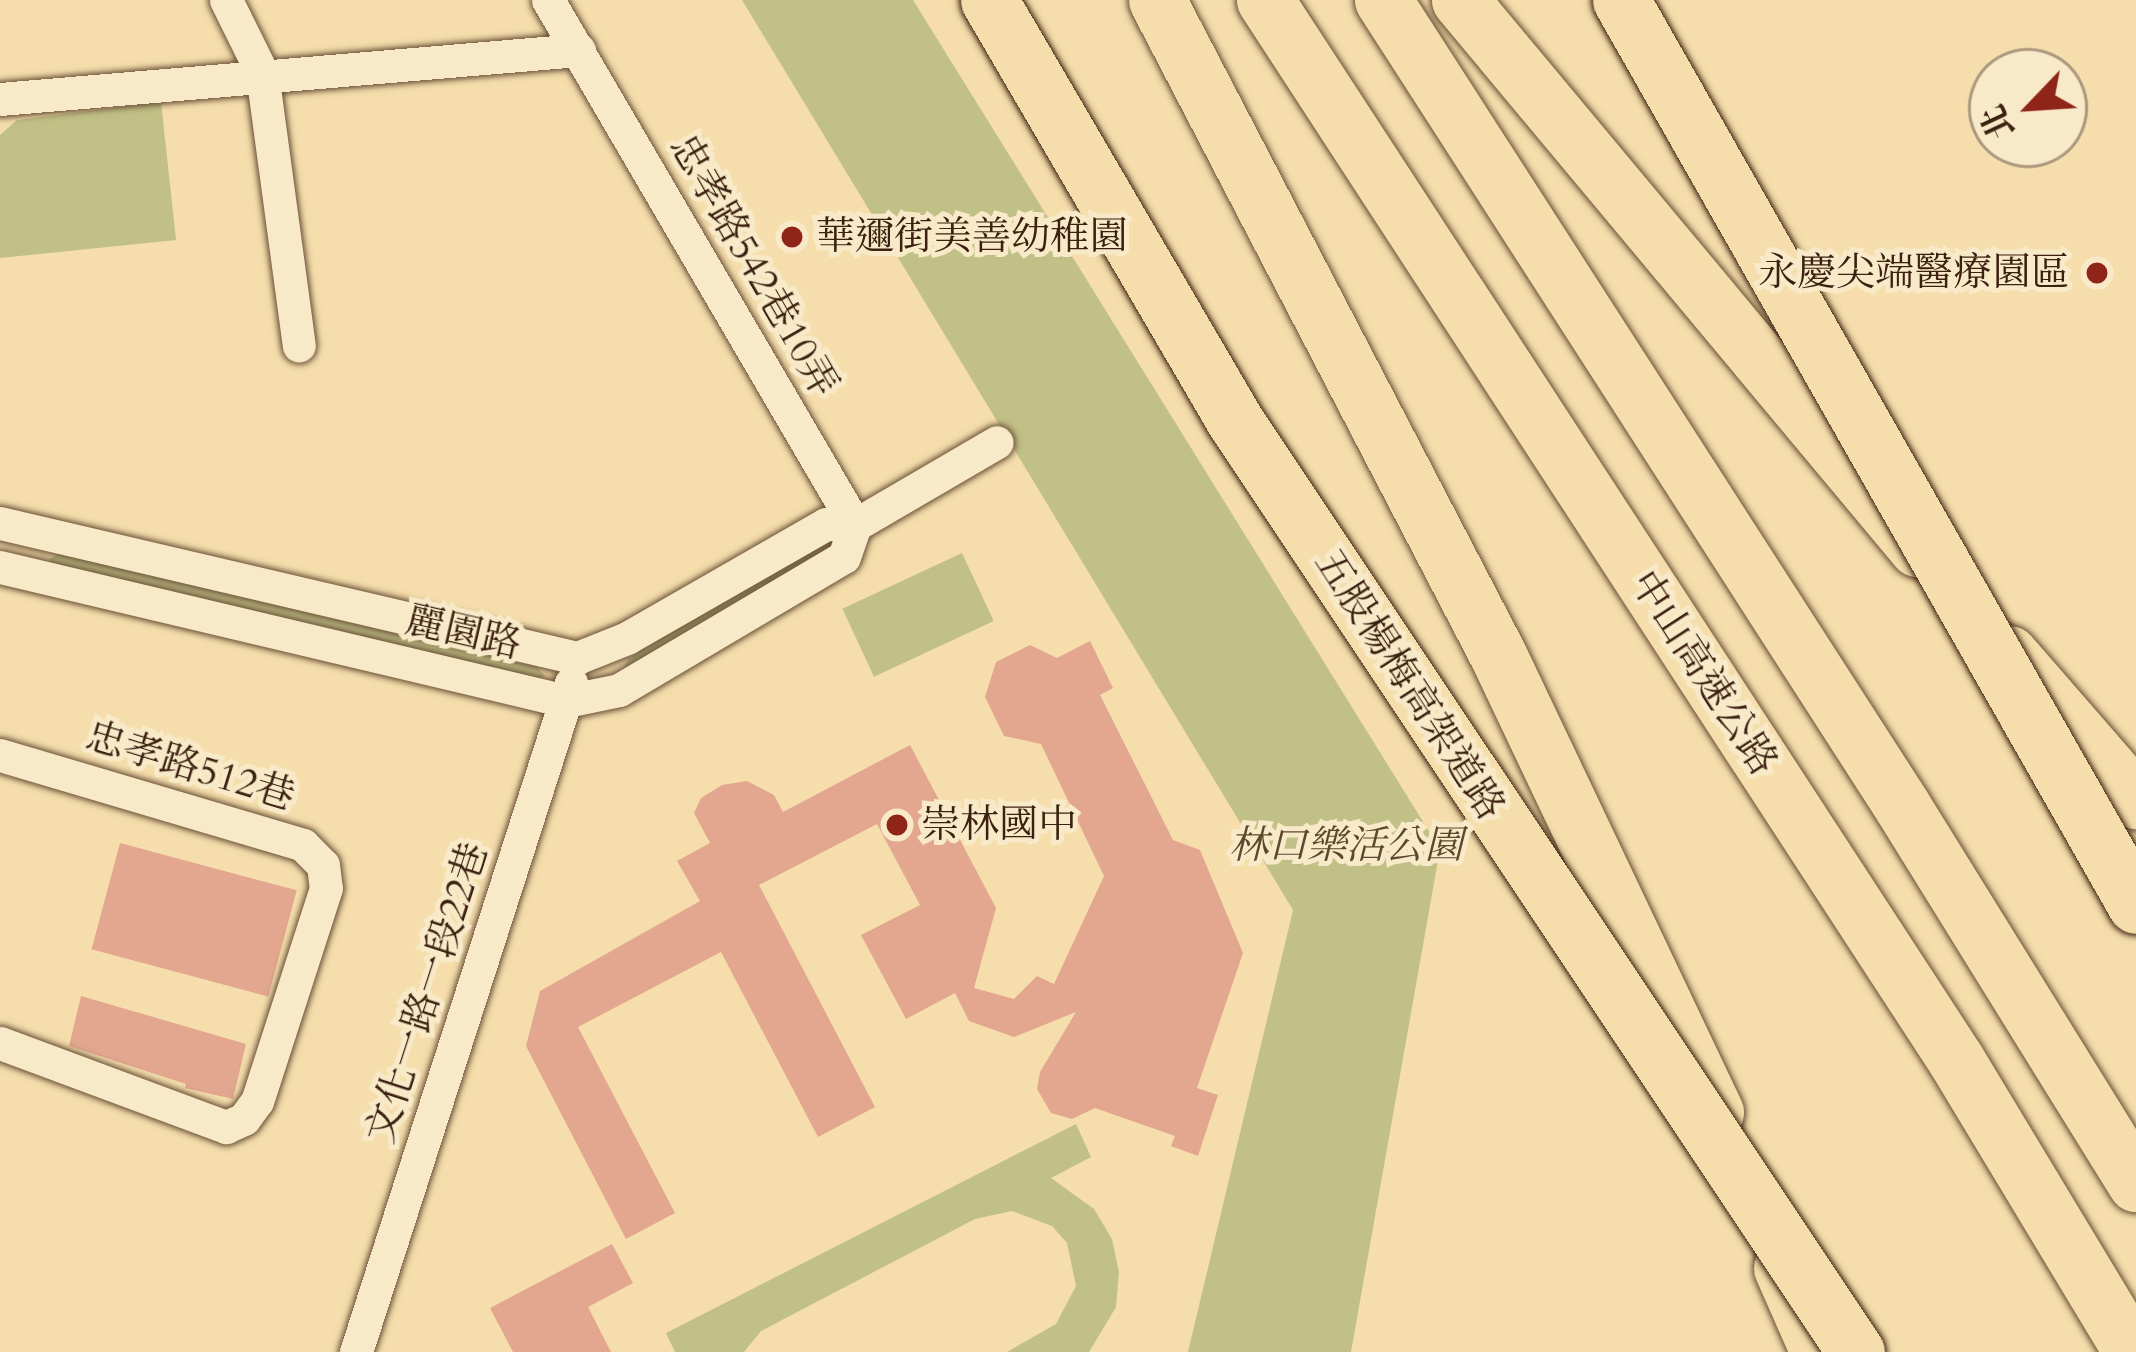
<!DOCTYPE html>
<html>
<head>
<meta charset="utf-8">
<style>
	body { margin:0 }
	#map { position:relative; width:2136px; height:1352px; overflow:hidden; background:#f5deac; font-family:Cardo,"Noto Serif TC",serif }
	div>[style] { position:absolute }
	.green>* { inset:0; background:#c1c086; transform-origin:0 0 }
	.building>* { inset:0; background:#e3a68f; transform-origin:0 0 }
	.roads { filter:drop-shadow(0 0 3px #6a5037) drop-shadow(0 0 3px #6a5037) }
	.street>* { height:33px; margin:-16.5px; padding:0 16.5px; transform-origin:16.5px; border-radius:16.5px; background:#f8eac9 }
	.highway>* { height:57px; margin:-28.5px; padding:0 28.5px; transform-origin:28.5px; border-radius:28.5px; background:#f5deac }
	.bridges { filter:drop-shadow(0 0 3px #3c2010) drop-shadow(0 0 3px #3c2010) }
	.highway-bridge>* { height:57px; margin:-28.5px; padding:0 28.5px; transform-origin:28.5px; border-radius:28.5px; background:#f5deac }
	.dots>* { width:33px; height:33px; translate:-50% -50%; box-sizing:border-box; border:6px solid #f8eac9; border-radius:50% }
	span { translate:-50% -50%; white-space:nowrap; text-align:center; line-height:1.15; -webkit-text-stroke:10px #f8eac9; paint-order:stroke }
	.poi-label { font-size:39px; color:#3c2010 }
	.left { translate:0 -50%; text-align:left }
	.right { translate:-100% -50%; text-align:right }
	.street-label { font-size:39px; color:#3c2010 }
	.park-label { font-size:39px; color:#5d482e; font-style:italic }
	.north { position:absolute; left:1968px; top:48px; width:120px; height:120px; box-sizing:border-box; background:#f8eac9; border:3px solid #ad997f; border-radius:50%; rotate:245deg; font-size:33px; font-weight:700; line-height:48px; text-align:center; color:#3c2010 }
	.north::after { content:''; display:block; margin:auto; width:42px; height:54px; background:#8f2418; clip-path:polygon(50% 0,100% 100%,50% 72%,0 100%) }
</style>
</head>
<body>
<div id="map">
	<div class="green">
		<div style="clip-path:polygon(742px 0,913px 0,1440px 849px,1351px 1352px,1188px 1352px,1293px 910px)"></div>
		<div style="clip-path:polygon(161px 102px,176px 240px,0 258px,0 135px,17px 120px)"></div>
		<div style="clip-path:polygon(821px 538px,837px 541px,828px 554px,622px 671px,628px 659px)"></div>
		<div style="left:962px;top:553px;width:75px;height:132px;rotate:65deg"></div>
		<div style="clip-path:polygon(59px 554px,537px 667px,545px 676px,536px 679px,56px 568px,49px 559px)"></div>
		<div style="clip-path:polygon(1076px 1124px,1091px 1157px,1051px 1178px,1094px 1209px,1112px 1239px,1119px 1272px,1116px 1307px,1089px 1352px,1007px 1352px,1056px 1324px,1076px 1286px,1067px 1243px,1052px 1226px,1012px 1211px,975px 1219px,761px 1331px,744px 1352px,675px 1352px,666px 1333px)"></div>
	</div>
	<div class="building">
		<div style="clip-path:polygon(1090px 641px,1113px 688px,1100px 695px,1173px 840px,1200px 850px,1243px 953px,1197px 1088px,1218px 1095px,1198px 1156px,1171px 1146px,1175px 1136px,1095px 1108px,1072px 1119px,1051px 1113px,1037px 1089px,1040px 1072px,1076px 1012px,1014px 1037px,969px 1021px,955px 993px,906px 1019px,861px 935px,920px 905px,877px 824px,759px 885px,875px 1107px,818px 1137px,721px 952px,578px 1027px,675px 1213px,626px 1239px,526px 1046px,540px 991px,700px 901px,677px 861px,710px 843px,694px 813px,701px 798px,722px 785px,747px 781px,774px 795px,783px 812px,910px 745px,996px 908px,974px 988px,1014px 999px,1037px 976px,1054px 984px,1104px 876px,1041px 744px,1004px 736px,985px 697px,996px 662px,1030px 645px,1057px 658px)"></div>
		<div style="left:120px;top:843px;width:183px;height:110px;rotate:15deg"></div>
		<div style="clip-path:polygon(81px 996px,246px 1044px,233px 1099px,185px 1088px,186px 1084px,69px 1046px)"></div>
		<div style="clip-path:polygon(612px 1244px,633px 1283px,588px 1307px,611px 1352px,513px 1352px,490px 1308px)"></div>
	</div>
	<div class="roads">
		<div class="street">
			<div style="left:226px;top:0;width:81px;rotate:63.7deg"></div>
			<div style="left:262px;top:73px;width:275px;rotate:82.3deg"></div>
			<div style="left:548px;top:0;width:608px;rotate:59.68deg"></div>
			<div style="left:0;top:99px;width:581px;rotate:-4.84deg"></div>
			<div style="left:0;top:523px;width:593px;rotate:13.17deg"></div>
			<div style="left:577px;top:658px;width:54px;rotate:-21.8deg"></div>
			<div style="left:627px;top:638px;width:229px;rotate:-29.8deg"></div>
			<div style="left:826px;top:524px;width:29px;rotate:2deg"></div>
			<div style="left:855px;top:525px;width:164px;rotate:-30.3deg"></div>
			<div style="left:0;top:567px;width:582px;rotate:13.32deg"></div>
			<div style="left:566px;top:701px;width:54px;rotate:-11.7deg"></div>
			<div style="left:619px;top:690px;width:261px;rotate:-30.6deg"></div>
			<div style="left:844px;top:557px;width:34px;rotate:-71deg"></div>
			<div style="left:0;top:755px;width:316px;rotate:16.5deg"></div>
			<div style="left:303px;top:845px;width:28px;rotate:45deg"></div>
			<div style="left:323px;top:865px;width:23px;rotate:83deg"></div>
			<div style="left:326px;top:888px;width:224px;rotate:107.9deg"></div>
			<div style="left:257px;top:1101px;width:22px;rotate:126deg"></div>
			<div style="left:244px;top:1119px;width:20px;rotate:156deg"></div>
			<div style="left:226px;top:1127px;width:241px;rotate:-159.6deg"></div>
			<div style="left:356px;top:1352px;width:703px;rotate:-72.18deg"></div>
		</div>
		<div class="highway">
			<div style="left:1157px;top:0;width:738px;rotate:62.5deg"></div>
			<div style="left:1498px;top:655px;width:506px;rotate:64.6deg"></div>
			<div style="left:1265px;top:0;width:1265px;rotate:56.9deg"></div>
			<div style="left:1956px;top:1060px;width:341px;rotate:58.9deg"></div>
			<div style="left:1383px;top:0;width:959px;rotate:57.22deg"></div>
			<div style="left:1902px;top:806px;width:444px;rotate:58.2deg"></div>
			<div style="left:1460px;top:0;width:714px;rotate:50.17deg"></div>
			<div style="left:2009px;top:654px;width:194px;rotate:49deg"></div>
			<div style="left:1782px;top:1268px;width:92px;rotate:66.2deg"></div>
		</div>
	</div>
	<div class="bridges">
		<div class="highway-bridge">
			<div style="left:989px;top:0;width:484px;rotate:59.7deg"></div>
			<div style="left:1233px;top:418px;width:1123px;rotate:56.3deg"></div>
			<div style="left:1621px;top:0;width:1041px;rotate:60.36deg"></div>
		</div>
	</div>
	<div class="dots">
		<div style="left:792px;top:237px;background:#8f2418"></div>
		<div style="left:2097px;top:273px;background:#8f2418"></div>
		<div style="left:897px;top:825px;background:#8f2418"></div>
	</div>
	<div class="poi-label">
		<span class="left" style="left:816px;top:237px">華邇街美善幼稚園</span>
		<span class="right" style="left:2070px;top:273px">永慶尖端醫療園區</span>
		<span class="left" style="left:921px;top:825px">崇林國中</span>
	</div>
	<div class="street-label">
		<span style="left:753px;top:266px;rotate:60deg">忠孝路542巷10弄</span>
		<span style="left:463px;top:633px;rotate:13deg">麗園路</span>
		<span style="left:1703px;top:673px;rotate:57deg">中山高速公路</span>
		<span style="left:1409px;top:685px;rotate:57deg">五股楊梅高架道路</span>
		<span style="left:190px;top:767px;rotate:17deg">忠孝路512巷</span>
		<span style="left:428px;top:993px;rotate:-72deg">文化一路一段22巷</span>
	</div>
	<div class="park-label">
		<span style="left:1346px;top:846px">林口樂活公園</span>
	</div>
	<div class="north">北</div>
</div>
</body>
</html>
******
Problem description:
Please repeat, with no pictures, each line from the start of the records above through the line with "3px #6a5037) drop-shadow(0", inclusive, and only those.

Response:
<!DOCTYPE html>
<html>
<head>
<meta charset="utf-8">
<style>
	body { margin:0 }
	#map { position:relative; width:2136px; height:1352px; overflow:hidden; background:#f5deac; font-family:Cardo,"Noto Serif TC",serif }
	div>[style] { position:absolute }
	.green>* { inset:0; background:#c1c086; transform-origin:0 0 }
	.building>* { inset:0; background:#e3a68f; transform-origin:0 0 }
	.roads { filter:drop-shadow(0 0 3px #6a5037) drop-shadow(0 0 3px #6a5037) }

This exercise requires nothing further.